La oficina del paro es blanca. Mejor dicho, no tiene color. Es iconoclasta por ley y por definición. No huele a nada. Ni a ambientador, ni a perfume, ni a humo. Es el olor del silencio. Del vacío. Es un limbo. Un universo paralelo en el que, abrigados por una potente calefacción, los hombres se distancian de una realidad dolorosa debatiendo sobre ella. Los parados se miran con respeto. Están estáticos, los menos sentados, los más de pie. Uno lee con ojos cansados el diario. Pasa de soslayo su vista por las noticias que menos le interesan mientras gira inconscientemente el papelito -arrugado ya- con su número de turno. Entra una señora despistada. Lleva un carrito de bebé y el pequeño sonríe al colectivo. Para él es un lugar más en su mundo sin definir. Para el resto, él es una esperanza de futura vida. Un quiebro del destino a su suerte.

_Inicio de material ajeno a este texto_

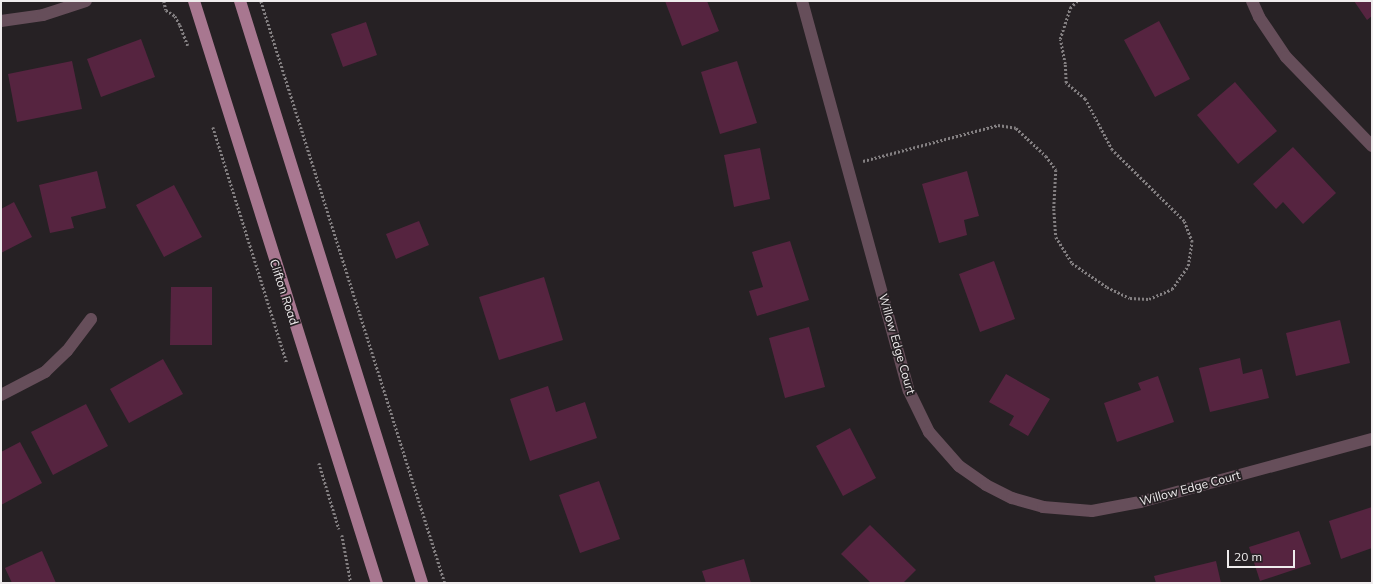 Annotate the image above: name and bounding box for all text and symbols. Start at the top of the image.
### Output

El sonido del cambio de turno es metálico. Mecánicamente, las respuestas de funcionario y desempleado se solapan. Uno y otro saben asumir bien su papel. Representan a Moliere, a Lope, a Brecht. Todos en uno. Cumplen su cometido en esa sátira social, en ese paripé, que es esa oficina-escenario.

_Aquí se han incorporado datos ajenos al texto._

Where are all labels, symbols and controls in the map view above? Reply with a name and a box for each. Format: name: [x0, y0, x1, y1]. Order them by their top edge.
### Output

Sellos estampados. Vida registrada. "¿Desea que le envíen información a su teléfono?" "Si no responde lo contrario, se entiende que le resulta indiferente". Indiferencia. Funcionarios del estado. Buenos días y adiós. El ciudadano abandona su umbral de desaliento y retorna al redil donde, como lobo hambriento, le espera la realidad.